[Records contained in a dataset]:
※

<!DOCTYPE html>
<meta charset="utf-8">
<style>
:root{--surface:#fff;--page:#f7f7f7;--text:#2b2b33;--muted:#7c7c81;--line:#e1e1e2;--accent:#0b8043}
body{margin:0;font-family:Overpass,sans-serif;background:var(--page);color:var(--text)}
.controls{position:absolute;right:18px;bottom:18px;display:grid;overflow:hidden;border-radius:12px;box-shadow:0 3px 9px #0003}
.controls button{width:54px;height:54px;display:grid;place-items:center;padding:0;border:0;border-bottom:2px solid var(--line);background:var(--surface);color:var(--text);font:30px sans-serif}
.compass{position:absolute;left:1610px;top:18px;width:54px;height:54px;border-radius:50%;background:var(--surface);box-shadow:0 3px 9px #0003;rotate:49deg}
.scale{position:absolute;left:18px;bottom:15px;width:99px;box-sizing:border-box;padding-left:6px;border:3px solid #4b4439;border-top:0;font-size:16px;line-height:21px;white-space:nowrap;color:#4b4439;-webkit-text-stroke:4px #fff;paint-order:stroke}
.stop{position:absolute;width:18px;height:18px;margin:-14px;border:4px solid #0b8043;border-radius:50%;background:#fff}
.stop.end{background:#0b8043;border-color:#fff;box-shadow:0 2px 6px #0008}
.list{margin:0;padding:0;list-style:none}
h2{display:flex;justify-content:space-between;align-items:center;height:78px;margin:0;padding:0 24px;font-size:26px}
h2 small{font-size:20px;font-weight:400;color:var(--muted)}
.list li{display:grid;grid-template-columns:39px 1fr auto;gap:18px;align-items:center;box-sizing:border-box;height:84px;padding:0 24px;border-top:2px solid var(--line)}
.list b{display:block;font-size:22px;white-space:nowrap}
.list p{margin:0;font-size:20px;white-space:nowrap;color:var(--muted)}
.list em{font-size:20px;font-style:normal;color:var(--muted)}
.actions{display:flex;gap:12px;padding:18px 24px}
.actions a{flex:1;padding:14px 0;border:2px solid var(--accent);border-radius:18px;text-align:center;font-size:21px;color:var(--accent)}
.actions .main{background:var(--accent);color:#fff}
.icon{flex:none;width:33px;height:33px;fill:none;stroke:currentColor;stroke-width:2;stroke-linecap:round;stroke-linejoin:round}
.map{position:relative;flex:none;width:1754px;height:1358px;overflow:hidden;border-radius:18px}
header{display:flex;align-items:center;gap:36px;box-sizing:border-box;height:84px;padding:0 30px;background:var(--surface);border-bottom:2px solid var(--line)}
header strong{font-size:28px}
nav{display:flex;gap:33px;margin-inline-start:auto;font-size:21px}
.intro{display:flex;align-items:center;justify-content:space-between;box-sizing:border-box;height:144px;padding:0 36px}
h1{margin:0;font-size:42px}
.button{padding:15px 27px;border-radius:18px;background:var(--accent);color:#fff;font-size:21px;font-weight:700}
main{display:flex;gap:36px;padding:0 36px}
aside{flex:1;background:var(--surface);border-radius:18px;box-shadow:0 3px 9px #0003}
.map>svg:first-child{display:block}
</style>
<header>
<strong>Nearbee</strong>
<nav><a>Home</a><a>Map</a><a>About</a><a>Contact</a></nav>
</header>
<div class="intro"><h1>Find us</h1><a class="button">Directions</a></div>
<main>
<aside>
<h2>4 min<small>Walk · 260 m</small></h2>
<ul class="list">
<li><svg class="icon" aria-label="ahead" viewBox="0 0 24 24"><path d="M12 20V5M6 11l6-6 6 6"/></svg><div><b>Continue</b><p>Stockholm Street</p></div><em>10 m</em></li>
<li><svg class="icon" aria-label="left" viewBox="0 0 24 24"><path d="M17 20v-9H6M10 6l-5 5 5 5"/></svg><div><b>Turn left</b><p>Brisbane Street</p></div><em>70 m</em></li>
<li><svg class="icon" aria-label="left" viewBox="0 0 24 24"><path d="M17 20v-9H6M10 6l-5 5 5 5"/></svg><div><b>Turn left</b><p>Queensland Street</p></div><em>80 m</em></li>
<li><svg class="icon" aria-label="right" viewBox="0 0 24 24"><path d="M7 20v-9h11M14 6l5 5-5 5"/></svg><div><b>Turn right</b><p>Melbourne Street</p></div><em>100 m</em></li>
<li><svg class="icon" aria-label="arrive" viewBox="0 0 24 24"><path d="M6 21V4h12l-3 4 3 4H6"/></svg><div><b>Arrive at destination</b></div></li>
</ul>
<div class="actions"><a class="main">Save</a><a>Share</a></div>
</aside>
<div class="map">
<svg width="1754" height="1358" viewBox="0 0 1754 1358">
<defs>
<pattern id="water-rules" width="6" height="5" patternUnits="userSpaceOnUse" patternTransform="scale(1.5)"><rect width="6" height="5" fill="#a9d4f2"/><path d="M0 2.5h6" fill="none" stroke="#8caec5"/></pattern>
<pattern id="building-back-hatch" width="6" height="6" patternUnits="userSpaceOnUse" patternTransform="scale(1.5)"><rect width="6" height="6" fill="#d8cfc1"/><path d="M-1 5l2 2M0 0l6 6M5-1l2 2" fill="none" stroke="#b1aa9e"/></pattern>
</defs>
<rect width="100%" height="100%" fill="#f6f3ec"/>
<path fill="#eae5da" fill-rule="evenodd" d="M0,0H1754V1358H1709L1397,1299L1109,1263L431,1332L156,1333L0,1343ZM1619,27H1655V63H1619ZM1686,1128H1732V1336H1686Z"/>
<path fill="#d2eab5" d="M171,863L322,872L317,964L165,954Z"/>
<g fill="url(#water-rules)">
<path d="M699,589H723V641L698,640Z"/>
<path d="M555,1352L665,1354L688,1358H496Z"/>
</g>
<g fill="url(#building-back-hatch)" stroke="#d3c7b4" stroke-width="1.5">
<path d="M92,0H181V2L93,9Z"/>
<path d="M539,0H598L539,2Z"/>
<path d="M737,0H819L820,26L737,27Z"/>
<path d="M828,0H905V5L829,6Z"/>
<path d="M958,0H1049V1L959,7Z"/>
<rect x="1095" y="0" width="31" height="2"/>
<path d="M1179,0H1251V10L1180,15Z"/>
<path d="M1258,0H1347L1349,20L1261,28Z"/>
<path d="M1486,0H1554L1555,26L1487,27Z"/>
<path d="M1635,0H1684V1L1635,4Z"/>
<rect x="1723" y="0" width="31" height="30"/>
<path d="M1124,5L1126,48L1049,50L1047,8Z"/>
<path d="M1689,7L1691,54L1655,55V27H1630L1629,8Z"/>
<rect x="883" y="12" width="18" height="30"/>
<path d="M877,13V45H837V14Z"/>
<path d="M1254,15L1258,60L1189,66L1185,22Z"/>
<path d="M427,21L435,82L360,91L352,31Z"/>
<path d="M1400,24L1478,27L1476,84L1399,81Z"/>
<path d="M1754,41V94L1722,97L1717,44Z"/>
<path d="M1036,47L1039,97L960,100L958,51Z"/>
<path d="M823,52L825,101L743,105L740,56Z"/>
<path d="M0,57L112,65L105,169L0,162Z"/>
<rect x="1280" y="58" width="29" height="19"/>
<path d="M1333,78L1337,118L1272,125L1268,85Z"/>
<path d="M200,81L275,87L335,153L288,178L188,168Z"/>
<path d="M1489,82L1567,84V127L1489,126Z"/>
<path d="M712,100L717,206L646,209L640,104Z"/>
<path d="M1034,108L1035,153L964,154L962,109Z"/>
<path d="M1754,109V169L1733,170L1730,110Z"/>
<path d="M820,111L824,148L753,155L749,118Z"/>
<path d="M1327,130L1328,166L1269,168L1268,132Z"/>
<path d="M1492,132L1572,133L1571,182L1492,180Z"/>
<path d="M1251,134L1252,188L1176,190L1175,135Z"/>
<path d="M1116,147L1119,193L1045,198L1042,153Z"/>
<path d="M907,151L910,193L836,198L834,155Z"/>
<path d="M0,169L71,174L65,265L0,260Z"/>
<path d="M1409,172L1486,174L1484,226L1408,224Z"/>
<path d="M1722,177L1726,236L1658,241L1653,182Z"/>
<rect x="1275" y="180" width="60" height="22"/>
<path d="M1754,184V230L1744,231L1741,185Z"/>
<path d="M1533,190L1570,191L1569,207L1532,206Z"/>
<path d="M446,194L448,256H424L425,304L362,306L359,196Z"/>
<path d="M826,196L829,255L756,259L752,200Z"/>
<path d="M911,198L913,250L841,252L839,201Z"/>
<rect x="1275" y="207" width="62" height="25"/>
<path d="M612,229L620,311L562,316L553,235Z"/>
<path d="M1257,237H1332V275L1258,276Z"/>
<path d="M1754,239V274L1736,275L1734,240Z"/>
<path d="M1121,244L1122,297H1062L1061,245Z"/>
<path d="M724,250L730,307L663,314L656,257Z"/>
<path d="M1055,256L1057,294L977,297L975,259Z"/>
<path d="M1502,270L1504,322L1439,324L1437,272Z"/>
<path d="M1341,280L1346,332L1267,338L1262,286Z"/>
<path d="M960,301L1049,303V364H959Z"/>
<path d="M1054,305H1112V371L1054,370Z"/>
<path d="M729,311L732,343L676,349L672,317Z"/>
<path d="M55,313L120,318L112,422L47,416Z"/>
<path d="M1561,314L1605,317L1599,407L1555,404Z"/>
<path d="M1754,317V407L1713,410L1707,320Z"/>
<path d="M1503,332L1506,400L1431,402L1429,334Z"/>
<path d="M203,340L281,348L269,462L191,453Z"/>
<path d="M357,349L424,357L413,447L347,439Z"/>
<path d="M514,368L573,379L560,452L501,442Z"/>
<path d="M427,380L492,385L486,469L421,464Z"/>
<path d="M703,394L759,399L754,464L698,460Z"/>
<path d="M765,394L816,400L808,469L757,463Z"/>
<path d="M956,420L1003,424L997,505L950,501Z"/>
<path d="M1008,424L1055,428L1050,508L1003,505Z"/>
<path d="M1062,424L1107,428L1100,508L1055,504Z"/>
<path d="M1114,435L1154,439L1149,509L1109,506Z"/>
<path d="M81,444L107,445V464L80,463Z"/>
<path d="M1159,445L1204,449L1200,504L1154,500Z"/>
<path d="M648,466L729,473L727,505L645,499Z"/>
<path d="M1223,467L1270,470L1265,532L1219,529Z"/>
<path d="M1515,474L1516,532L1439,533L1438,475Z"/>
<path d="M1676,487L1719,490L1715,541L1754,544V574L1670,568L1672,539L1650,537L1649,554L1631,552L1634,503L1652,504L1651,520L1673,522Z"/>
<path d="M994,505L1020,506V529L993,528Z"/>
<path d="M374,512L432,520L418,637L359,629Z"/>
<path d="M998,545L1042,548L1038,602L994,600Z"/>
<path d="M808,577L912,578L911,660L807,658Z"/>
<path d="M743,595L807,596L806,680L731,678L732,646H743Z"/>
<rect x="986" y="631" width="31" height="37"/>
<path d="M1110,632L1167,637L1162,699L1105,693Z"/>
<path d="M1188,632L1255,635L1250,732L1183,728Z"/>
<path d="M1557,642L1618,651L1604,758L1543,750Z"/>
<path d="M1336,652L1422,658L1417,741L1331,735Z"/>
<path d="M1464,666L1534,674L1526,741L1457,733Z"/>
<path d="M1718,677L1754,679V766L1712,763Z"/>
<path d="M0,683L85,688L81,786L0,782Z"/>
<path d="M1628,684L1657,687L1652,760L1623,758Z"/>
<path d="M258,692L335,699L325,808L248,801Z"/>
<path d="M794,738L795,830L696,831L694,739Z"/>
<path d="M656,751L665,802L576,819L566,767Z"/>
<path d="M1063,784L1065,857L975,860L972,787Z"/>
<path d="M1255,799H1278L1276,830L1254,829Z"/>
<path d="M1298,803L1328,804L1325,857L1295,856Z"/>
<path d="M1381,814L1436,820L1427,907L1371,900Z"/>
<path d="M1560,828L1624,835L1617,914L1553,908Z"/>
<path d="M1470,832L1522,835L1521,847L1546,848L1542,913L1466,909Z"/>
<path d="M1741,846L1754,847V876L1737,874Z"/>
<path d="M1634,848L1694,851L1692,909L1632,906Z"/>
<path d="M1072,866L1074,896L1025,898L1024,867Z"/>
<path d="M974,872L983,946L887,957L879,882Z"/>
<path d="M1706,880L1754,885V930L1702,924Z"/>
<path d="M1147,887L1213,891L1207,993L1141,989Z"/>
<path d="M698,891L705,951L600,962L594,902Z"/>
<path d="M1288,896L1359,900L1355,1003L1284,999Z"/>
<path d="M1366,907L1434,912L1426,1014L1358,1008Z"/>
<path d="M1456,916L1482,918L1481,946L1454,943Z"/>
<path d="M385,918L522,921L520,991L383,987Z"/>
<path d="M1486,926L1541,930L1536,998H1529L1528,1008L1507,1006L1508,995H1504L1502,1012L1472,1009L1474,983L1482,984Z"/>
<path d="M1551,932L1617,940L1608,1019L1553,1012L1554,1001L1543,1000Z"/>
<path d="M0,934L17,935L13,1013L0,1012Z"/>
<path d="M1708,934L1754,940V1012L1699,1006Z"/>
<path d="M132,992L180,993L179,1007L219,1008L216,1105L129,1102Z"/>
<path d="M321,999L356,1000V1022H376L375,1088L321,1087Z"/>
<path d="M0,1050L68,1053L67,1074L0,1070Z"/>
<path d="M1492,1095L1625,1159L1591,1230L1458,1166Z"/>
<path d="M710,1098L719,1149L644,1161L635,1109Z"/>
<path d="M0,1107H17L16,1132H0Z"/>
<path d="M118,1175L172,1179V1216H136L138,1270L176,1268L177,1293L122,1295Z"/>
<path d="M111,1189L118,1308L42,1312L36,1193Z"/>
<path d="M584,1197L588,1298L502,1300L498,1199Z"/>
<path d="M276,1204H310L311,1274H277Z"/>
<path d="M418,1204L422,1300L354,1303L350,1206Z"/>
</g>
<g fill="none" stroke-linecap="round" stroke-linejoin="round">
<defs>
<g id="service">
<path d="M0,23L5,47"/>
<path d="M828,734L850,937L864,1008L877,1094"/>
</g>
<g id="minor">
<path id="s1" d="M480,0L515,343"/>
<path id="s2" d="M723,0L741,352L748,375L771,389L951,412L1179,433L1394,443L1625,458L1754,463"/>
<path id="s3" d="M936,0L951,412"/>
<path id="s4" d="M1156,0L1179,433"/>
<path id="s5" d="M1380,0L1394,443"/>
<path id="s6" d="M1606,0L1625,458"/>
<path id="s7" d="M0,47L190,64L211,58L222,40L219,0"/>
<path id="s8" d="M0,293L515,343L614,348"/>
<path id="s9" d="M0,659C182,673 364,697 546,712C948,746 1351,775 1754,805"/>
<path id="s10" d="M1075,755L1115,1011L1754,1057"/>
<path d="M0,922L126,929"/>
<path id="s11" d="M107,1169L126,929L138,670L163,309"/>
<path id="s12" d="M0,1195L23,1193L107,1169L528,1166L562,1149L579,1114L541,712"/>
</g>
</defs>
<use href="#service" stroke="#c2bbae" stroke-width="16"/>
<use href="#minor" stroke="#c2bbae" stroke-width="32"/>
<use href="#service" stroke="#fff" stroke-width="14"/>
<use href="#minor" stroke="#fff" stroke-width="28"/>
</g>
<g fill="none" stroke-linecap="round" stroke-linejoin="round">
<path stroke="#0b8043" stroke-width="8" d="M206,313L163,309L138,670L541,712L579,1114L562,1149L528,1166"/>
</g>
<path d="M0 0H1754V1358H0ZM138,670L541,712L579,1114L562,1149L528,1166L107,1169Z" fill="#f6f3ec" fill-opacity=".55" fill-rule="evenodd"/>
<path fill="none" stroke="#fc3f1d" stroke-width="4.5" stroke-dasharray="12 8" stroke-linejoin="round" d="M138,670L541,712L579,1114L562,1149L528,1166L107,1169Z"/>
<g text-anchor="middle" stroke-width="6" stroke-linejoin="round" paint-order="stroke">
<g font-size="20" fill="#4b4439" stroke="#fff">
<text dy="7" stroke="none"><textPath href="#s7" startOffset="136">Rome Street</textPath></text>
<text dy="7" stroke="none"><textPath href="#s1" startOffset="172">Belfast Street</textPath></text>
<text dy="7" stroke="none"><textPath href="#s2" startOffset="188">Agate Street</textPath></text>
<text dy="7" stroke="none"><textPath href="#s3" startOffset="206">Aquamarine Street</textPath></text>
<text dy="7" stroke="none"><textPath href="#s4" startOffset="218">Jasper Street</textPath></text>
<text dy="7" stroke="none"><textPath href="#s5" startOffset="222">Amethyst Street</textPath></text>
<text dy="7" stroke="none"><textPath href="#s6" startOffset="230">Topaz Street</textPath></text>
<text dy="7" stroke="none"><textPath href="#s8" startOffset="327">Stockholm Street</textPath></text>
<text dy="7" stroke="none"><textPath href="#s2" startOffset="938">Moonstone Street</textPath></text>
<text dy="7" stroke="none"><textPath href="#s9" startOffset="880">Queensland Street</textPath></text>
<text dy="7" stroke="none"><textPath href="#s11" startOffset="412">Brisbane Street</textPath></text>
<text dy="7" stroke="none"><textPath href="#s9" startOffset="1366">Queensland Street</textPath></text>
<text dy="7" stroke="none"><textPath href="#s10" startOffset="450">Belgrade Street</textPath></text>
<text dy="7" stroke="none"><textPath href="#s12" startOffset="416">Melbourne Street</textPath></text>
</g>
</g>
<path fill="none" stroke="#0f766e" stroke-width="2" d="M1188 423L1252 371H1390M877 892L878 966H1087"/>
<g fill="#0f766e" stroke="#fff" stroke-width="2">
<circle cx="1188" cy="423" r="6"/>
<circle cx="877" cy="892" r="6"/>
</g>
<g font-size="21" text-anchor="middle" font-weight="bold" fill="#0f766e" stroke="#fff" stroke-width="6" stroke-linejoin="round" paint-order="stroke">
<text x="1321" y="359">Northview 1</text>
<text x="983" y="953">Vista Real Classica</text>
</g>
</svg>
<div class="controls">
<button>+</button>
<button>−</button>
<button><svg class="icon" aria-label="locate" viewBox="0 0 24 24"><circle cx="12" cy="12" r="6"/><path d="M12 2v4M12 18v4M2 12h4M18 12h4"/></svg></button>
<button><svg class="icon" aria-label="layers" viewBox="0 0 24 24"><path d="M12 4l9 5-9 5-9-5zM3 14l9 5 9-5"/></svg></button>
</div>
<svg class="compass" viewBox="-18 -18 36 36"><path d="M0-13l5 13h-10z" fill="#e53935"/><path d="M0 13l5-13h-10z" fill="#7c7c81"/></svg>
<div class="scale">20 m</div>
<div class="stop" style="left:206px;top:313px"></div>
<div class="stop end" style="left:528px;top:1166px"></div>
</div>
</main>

※

[Your goal]: Filter the entries and copy out every line with the word "serif".

[Reply to the task]:
body{margin:0;font-family:Overpass,sans-serif;background:var(--page);color:var(--text)}
.controls button{width:54px;height:54px;display:grid;place-items:center;padding:0;border:0;border-bottom:2px solid var(--line);background:var(--surface);color:var(--text);font:30px sans-serif}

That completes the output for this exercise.